So basically I have been focusing on my past (to learn from it) and my future. Every day I am working hard towards my future goals, which, don’t understand me wrong, can be a great thing. But what if we are so stuck in working so hard towards our future, that we never really reach the actual future we were looking for. We tend to overlook how far we have come and not realise that we might have already reached certain goals we have been working on 5 years ago.
Today. Today, I am in Barcelona. 4 years ago, I have always wanted to come here. And I never thought it would be possible. But here I am. I am on my way of receiving a double degree in Business Management and Marketing, which allowed me to literally travel the world. Which I have also been dreaming about 4 years ago. And many many years ago I have always dreamt of meeting my biggest inspiration, and I did.

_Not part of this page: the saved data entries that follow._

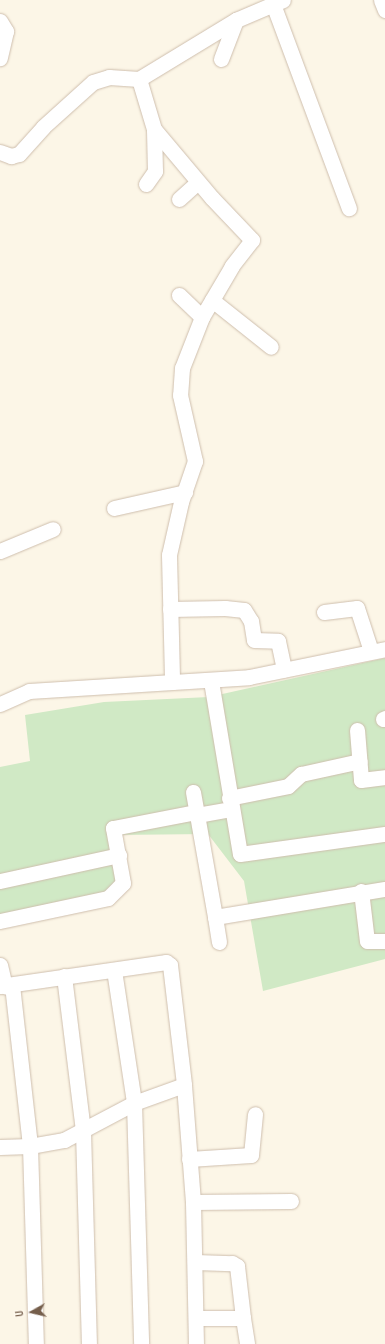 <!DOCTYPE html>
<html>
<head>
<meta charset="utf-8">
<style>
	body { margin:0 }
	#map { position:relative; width:385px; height:1344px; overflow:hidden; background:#fcf6e7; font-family:"Sofia Sans Condensed",sans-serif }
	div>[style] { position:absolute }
	.green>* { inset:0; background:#d0e9c5 }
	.roads { filter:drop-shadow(0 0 1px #cebead) drop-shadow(0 0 1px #cebead) }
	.street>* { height:15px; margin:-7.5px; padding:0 7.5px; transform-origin:7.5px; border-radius:7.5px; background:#fff }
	span { translate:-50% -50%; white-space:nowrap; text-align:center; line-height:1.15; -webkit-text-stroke:3px #fff9ed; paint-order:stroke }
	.north { position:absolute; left:12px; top:1292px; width:40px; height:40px; -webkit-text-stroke:3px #fff9ed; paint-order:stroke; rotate:262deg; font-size:11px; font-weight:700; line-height:16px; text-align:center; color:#755e4b }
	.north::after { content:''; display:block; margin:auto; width:14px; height:18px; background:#755e4b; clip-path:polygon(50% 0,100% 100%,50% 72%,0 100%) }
</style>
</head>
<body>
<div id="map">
	<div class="green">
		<div style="clip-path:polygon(evenodd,385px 658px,385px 959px,263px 991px,244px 881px,208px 834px,115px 835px,120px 897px,0 920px,0 767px,30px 761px,25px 715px,104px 702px,209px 697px,385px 658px,209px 700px,223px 771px,209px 714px,209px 700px)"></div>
	</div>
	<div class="roads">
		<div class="street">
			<div style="left:381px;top:0;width:11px;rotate:68deg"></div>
			<div style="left:273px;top:4px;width:218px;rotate:69.6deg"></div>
			<div style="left:0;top:21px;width:12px;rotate:59deg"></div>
			<div style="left:6px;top:31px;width:28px;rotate:103deg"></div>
			<div style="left:221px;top:59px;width:42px;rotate:-69deg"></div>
			<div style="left:139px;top:79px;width:52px;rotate:73.3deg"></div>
			<div style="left:154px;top:129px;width:90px;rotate:50deg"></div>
			<div style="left:212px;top:198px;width:58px;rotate:46.4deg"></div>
			<div style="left:252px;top:240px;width:33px;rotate:128deg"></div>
			<div style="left:232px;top:266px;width:59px;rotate:120.5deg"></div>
			<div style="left:202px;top:317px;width:55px;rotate:111.4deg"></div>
			<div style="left:182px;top:368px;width:27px;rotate:94deg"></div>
			<div style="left:180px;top:395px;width:68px;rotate:77.2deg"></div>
			<div style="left:195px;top:461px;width:43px;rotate:108.9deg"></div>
			<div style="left:181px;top:502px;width:54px;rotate:102.8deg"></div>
			<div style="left:169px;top:555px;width:127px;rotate:88.6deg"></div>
			<div style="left:0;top:152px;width:12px;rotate:20deg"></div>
			<div style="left:11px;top:156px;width:8px;rotate:-14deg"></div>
			<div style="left:19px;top:154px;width:36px;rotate:-48deg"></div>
			<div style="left:43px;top:127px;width:67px;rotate:-42deg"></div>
			<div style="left:93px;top:82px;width:17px;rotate:-17deg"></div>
			<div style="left:109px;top:77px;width:30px;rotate:4deg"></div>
			<div style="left:139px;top:79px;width:114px;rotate:-31.3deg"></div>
			<div style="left:236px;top:20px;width:51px;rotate:-23.1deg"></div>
			<div style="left:146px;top:184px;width:16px;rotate:-55deg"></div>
			<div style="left:155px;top:171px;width:42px;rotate:-91.4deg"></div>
			<div style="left:179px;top:199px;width:25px;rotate:-42deg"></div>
			<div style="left:179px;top:295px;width:32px;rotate:44deg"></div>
			<div style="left:212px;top:300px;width:75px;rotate:38.5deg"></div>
			<div style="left:114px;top:508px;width:73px;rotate:-12.7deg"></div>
			<div style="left:0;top:551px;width:57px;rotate:-22.5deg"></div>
			<div style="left:170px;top:609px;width:55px;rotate:-1deg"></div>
			<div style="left:225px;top:608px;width:19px;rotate:6deg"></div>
			<div style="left:244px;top:610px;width:13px;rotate:58deg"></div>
			<div style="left:251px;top:621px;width:19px;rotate:81deg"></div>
			<div style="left:254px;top:640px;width:24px;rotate:2deg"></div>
			<div style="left:278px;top:641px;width:29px;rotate:78deg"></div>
			<div style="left:324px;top:612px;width:33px;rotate:-7deg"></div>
			<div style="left:357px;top:608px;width:45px;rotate:72deg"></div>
			<div style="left:211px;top:681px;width:175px;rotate:80.5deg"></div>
			<div style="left:240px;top:854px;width:146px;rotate:-7.9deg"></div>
			<div style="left:0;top:704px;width:32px;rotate:-24deg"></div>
			<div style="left:29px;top:691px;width:220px;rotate:-3.6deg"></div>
			<div style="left:249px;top:677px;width:139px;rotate:-11.6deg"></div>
			<div style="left:383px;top:719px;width:2px;rotate:-27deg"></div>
			<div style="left:357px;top:730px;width:50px;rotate:85.4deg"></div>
			<div style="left:361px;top:780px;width:24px;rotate:-7deg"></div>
			<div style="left:193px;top:792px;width:127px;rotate:80deg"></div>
			<div style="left:229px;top:798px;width:60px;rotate:-11.5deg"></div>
			<div style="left:288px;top:786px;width:18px;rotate:-43deg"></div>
			<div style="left:301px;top:774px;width:60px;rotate:-12.4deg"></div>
			<div style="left:197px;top:815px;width:35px;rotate:-10deg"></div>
			<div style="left:0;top:881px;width:122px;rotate:-12.3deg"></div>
			<div style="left:361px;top:891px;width:50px;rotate:83.2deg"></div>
			<div style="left:367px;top:941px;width:18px"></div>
			<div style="left:0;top:921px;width:110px;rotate:-12deg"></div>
			<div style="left:108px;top:898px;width:21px;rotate:-45deg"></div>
			<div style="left:123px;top:883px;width:56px;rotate:-100.3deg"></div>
			<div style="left:113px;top:828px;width:85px;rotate:-10.9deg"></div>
			<div style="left:219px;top:942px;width:25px;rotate:-99deg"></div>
			<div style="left:215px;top:917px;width:172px;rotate:-9.4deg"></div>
			<div style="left:0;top:965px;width:22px;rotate:77deg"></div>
			<div style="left:114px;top:970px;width:134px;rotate:81.4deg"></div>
			<div style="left:134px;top:1103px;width:241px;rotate:88.3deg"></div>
			<div style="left:64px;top:976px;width:156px;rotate:83deg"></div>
			<div style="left:83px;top:1131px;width:213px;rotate:88.4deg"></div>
			<div style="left:12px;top:985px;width:162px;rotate:83.6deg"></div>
			<div style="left:30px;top:1146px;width:198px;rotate:88.3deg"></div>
			<div style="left:0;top:986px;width:168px;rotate:-8.2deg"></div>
			<div style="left:166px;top:962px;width:5px;rotate:37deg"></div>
			<div style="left:170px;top:965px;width:121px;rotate:83.3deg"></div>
			<div style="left:184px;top:1085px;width:117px;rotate:85.6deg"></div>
			<div style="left:193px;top:1202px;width:142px;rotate:88.8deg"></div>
			<div style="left:0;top:1147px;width:30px;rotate:-2deg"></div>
			<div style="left:30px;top:1146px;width:35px;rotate:-10deg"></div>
			<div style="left:64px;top:1140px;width:79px;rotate:-27.9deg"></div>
			<div style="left:134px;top:1103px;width:53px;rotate:-19.8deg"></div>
			<div style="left:189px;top:1159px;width:62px;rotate:-3.7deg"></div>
			<div style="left:251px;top:1155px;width:41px;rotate:-84.4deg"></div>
			<div style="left:193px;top:1202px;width:98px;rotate:-0.6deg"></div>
			<div style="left:195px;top:1262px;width:37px;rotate:2deg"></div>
			<div style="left:232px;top:1263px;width:6px;rotate:31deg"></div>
			<div style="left:237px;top:1266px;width:52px;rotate:83.4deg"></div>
			<div style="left:196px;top:1318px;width:47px"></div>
			<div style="left:243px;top:1318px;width:26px;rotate:81deg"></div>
		</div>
	</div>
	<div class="north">U</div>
</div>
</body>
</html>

But why do I keep wanting more? Why is ‘today” never enough for me and I feel like I have not accomplished anything?
I have been trying to figure it out and well I guess I just live too much in the future or/and the past, like most of us. But it is definitely not our fault, because that is what we have been taught. Since this small realisation of mine, I am trying to change the direction of my thoughts, trying to live in the moment, trying to be thankful everyday for what I have reached so far. Of course keeping in mind my future, and working with the intention to always reach the goals I have set myself.
But, no one knows what the future holds and no one knows how their story is written.